- Type: Sequence
- Underlies: Absaroka sequence
- Overlies: Tippecanoe sequence

Location
- Country: United States Canada

= Kaskaskia sequence =

The Kaskaskia sequence was a cratonic sequence that began in the mid-Devonian, peaked early in the Mississippian, and ended by mid-Mississippian time. A major unconformity separates it from the lower Tippecanoe sequence, called the "Wallbridge Unconformity".

The basal—that is, the lowest and oldest—units of the Kaskaskia consist of clean quartz sandstones eroded from the Appalachian orogenic belt to the east, the Ozark Dome in the center of the continent, and south from the Canadian Shield. These sandstones are followed by extensive carbonates, though these are often difficult to distinguish from preceding Tippecanoe carbonates. In western North America the Kaskaskia is well known for its widespread carbonate and evaporite strata, which in fact compose most of the rocks; the Williston Basin in Canada is a superb example of such evaporite deposits.

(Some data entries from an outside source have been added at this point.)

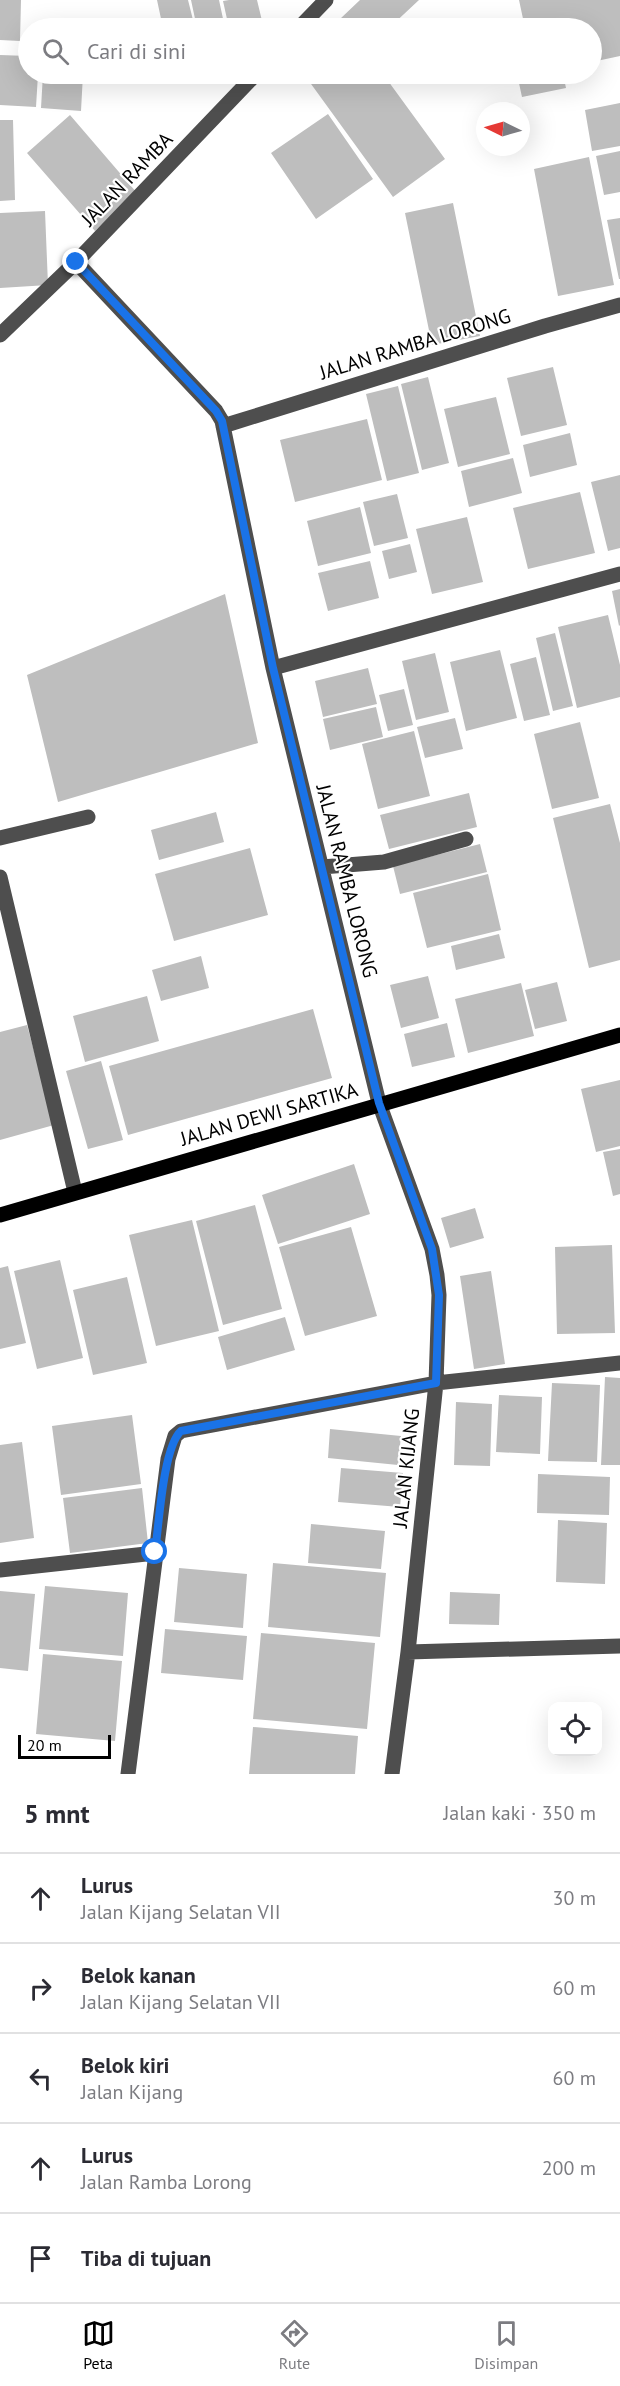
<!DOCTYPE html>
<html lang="id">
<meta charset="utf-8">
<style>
body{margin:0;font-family:"PT Sans",sans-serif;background:#f2f2f3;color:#2b2b33}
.controls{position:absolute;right:18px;bottom:18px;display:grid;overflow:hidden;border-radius:12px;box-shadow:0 6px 24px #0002}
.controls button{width:54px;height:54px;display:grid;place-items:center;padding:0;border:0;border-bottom:2px solid #e1e1e2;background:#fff;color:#2b2b33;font:30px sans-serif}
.compass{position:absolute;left:476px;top:102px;width:54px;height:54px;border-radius:50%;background:#fff;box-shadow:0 6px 24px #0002;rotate:275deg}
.scale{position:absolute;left:18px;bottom:15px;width:93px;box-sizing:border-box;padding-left:6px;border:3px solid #000;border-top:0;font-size:16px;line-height:21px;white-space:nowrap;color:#000;-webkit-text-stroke:4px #fff;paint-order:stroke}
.stop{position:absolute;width:18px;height:18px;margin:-14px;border:4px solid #1a73e8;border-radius:50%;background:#fff}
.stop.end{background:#1a73e8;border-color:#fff;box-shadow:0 2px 6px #0008}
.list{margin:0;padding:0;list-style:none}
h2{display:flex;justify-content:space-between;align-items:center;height:78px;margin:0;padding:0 24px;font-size:26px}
h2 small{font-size:20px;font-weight:400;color:#7c7c81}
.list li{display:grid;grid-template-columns:39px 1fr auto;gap:18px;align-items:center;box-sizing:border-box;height:90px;padding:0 24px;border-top:2px solid #e1e1e2}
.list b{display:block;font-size:22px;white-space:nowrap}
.list p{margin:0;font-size:20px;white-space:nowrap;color:#7c7c81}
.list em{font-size:20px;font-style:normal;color:#7c7c81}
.icon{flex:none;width:33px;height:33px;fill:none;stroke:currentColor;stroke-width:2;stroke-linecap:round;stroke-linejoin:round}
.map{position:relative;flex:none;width:620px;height:1774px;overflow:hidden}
.search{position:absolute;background:#fff;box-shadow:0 6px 24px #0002;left:18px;right:18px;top:18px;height:66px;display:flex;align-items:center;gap:15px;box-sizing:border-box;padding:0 21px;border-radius:33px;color:#7c7c81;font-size:22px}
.sheet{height:528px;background:#fff}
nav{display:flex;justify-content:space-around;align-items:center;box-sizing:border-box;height:84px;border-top:2px solid #e1e1e2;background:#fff;font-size:16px;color:#7c7c81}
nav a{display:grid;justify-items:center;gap:3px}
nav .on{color:#000}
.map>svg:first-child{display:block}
.building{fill:#bebebe}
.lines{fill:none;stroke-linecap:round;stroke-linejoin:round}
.minor{stroke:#4e4e4e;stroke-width:15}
.major{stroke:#000;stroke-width:15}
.route{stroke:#1a73e8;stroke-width:8}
.labels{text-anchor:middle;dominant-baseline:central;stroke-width:4.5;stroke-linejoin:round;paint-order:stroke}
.street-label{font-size:20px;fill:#000;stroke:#fff}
</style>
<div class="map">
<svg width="620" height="1774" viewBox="0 0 620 1774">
<rect width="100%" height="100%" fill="#fff"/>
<!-- building -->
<path class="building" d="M0,0H21L20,41L0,40Z
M157,0H188L195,28H163Z
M191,0H219L225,28H197Z
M229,0H257L263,25L247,28H229L223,1Z
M360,0H419L389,28H349L340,19Z
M519,0H620V56L592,62V28H557L556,23L525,28Z
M0,55L28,56V74H38L36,107L0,105Z
M43,74H83L81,111L41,108Z
M311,74H383L445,159L393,197L306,77Z
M517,74H563L566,88L522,97Z
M620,103V146L592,151L585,110Z
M328,114L373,179L316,219L271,153Z
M70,115L137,193L95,231L27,153Z
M0,120H13L15,200L0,201Z
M620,151V192L604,195L596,156Z
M589,157L614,285L558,296L534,169Z
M453,203L480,336L432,345L405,213Z
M45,211L48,285L0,288V213Z
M620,218V279H619L607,220Z
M553,367L567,425L521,436L507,378Z
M428,377L449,463L422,470L401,384Z
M398,386L419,473L387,481L366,394Z
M496,397L510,454L458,467L444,409Z
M367,419L382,480L295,502L280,440Z
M570,433L577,465L530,477L523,445Z
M513,458L522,493L469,507L461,471Z
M620,475V548L608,551L591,482Z
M580,492L595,553L528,569L513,508Z
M397,494L408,538L374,546L363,502Z
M360,507L371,553L318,566L307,521Z
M467,517L483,582L432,594L416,529Z
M410,544L417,572L389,579L382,551Z
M370,561L379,598L328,611L318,573Z
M620,589V625L619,626L612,591Z
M225,594L258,743L58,802L27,675Z
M608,615L620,665V697L577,708L558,627Z
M555,633L573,706L553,711L536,638Z
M500,650L517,718L466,731L450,662Z
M435,653L449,712L416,720L402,661Z
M536,657L550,715L524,721L510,664Z
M368,668L377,704L323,717L315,681Z
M404,689L413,725L388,731L379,695Z
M376,707L383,737L330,750L323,719Z
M455,718L463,749L425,758L417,727Z
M580,722L599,798L552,809L534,734Z
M414,731L430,796L378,809L362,744Z
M469,793L477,827L389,849L380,815Z
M610,804L620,843V960L589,968L553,818Z
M216,812L224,842L159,860L151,830Z
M480,844L487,872L400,894L393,866Z
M250,848L268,915L174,941L155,874Z
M488,874L501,930L427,948L413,893Z
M499,934L505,958L456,970L451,946Z
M201,956L209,988L161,1001L152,970Z
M428,976L439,1018L401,1028L390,985Z
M557,982L567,1021L535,1029L525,990Z
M521,983L534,1036L468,1053L455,999Z
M147,996L159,1041L85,1062L73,1016Z
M313,1009L332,1078L128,1135L109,1066Z
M447,1023L455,1057L412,1067L404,1034Z
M27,1025L54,1125L0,1140V1032Z
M101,1061L123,1140L88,1149L66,1071Z
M620,1080V1146L596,1152L581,1089Z
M620,1149V1194L613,1196L603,1152Z
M354,1164L370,1214L278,1244L262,1195Z
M255,1205L282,1309L223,1325L196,1221Z
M475,1208L484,1238L450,1248L441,1218Z
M192,1220L219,1331L156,1346L129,1235Z
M351,1227L377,1316L305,1336L279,1247Z
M612,1245L615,1333L557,1334L555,1247Z
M60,1260L83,1358L37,1369L14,1271Z
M8,1266L26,1343L0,1349V1268Z
M491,1271L505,1364L474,1369L460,1276Z
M127,1277L147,1363L93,1375L73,1290Z
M285,1317L295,1350L227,1370L218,1337Z
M605,1377L620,1378V1465H601Z
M552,1383L600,1385L597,1462L548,1461Z
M499,1395L542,1397L540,1454L496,1452Z
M456,1402L492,1404L490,1466L454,1465Z
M132,1415L141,1484L61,1495L52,1426Z
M330,1429L401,1436L398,1465L328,1458Z
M22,1442L34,1538L0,1543V1445Z
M341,1468L403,1473L400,1507L338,1502Z
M538,1474L610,1477L609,1515L537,1513Z
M142,1488L148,1543L70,1553L63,1498Z
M558,1520L607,1523L605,1584L556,1582Z
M311,1524L385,1531L381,1569L308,1563Z
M273,1563L386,1573L380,1637L268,1627Z
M179,1568L247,1574L243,1628L174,1622Z
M45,1586L128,1593L123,1656L39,1649Z
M0,1591L35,1594L28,1671L0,1668Z
M450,1592L500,1594L499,1625L449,1624Z
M165,1629L247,1636L243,1680L161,1673Z
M261,1633L375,1643L367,1729L253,1719Z
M43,1654L122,1661L115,1741L36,1734Z
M253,1727L358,1736L355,1774H249Z"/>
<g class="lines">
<!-- minor -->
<path class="minor" d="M299,28L326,0
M76,262L216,411L222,421L273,668L379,1103L432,1249L437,1275L439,1295L436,1383L408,1652L392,1774
M0,335L76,262L256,74
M223,426L545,326L620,305
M273,668L620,574
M0,838L88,817
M322,867L384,862L466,839
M0,877L75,1192
M0,1570L155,1553
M408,1652L620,1646
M128,1774L168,1459L175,1436L181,1431L436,1383L620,1363"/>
<!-- major -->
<path class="major" d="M0,1215L620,1035"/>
</g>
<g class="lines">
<!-- route -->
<path class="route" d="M76,262L216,411L222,421L273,668L379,1103L432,1249L439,1295L436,1383L181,1431C163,1447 159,1525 155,1552"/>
</g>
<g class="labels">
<!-- street labels -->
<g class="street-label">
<text transform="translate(127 179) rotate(-46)">JALAN RAMBA</text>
<text transform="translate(415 344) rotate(-17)">JALAN RAMBA LORONG</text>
<text transform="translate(347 881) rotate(76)">JALAN RAMBA LORONG</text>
<text transform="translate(269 1114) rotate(-16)">JALAN DEWI SARTIKA</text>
<text transform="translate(406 1468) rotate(-84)">JALAN KIJANG</text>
</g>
</g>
</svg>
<div class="controls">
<button><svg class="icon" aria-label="locate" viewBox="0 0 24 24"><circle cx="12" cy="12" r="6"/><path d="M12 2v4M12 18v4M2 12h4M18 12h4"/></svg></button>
</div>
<svg class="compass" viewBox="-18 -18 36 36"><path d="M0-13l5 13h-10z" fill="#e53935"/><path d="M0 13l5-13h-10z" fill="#7c7c81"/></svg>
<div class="scale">20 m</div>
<div class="stop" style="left:155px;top:1552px"></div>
<div class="stop end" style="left:76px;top:262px"></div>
<div class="search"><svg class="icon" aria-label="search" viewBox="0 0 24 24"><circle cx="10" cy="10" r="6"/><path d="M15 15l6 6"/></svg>Cari di sini</div>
</div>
<section class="sheet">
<h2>5 mnt<small>Jalan kaki · 350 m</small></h2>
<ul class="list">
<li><svg class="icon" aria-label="ahead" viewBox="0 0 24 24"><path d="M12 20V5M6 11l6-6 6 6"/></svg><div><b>Lurus</b><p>Jalan Kijang Selatan VII</p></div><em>30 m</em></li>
<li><svg class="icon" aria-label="right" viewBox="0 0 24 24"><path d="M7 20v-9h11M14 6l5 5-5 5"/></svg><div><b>Belok kanan</b><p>Jalan Kijang Selatan VII</p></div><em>60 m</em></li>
<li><svg class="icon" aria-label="left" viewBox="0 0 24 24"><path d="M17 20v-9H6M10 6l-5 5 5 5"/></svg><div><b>Belok kiri</b><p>Jalan Kijang</p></div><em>60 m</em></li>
<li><svg class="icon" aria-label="ahead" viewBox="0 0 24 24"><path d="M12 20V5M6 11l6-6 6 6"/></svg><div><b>Lurus</b><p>Jalan Ramba Lorong</p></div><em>200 m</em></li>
<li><svg class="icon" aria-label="arrive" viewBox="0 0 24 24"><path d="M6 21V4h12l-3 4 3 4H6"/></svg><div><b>Tiba di tujuan</b></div></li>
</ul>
</section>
<nav>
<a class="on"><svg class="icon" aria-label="map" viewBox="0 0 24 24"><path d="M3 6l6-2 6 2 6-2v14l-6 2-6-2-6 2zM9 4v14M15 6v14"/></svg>Peta</a>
<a><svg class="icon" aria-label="directions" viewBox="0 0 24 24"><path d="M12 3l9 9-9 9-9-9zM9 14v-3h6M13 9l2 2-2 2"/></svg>Rute</a>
<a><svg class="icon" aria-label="saved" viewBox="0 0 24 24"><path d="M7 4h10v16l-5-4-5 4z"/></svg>Disimpan</a>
</nav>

Beginning in the middle to late Devonian, black shales such as the Marcellus Formation, begin to dominate in the rocks, composed of detritus eroded from the uplifted Acadian highlands to the west; they also indicate widespread anoxic conditions across the sea floor. By mid-Mississippian time however, shallow-water carbonate deposition resumed, until the final regression of the epeiric seas late in the period.